▼▼▼

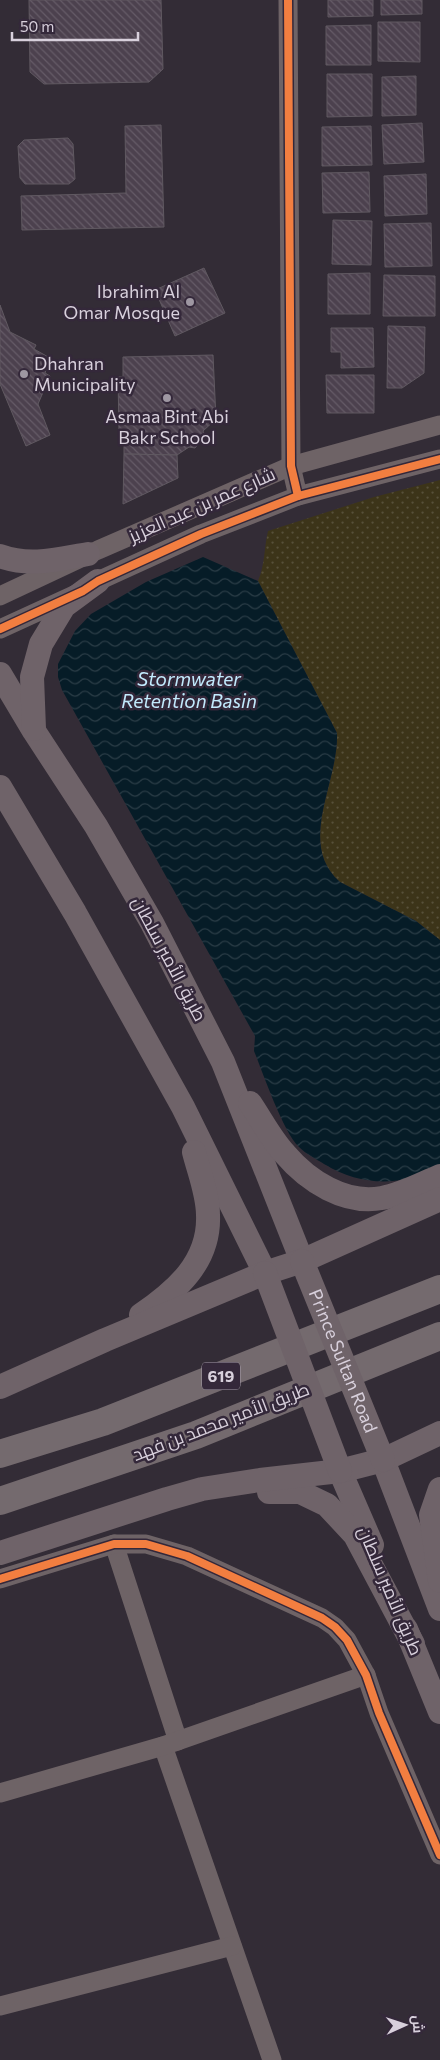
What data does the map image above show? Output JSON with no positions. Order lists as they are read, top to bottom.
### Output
{
  "streets": {
    "highway": ["619", "طريق الأمير محمد بن فهد"],
    "main road": ["طريق الأمير سلطان", "Prince Sultan Road"],
    "street": ["شارع عمر بن عبد العزيز"]
  },
  "crossings": [
    ["طريق الأمير سلطان", "Prince Sultan Road"]
  ],
  "water": ["Stormwater Retention Basin"],
  "places": ["Ibrahim Al Omar Mosque", "Dhahran Municipality", "Asmaa Bint Abi Bakr School"],
  "scale_bar": "50 m",
  "north": "right"
}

▲▲▲

Leaving every picture out, output the data exactly as it stands.

§ **Answer below**:
What data does the map image above show? Output JSON with no positions. Order lists as they are read, top to bottom.
### Output
{
  "streets": {
    "highway": ["619", "طريق الأمير محمد بن فهد"],
    "main road": ["طريق الأمير سلطان", "Prince Sultan Road"],
    "street": ["شارع عمر بن عبد العزيز"]
  },
  "crossings": [
    ["طريق الأمير سلطان", "Prince Sultan Road"]
  ],
  "water": ["Stormwater Retention Basin"],
  "places": ["Ibrahim Al Omar Mosque", "Dhahran Municipality", "Asmaa Bint Abi Bakr School"],
  "scale_bar": "50 m",
  "north": "right"
}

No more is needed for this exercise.